There is one phase of the work of the church, however, in which I believe the "HOW" loses some of its significance. The Bible does not tell us "HOW" the Jerusalem church went about the task of taking care of her needy. She might have built an orphan's home or a home for the aged. It's just barely possible that she (if you'll pardon my saying so) might have taken care of her needy among her own members — in private homes. Just "HOW" she did it is relatively unimportant. One thing is certain; she did it without any human organization or brotherhood project.

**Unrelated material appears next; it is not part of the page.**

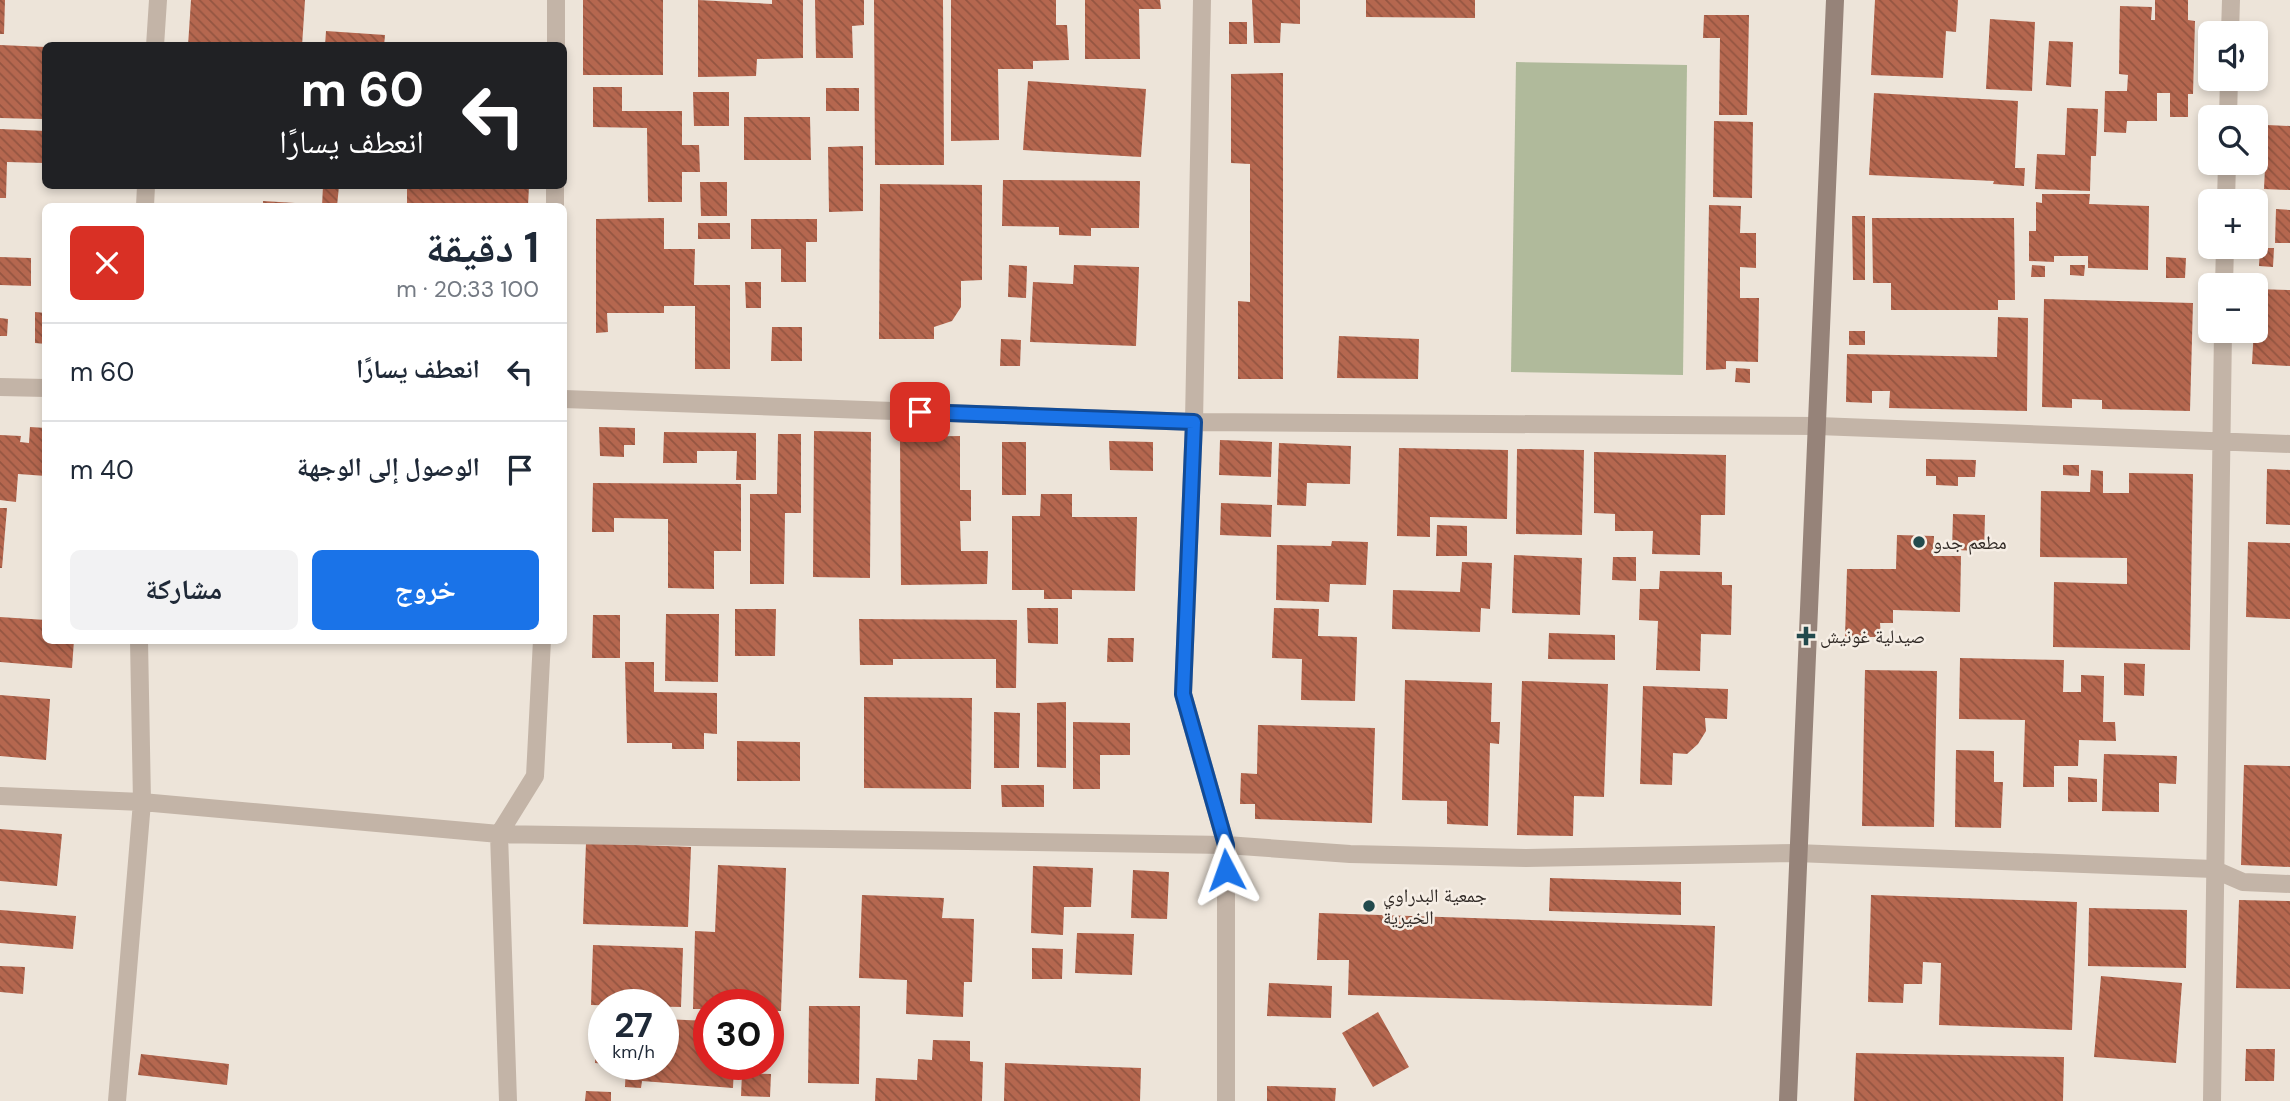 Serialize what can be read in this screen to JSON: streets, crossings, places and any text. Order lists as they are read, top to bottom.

If Brother Oler wants to blast someone, why doesn't he train his guns on the brethren (if any) who insist that a church follow a set rule in doing a work which is particularly HER work. That is making a law where none exists. They might be guilty of paying "tithe of mint and anise and cumin and omitting the weightier matters of he law". Let me once more remind Brother Oler that all that is needed to clear the atmosphere is an apostolic example or just a necessary inference that the Philippian church solicited funds from other churches to support Paul in his preaching, or that the Jerusalem church was the headquarters for a brotherhood project. Does he really think that it is "striving about words to no profit" to ask for New Testament authority in doing the Lord's work?

There are many preachers and others who believe that the church of our Lord is headed for another apostasy and open division. If it comes it will be because too many brethren have dwelt too long on personalities, open or implied accusations and innuendoes. I am convinced that when the people of God are confronted with the plain and unbiased teaching of the Lord's Word in the matter, they will choose to do the work in His church in the manner He has prescribed.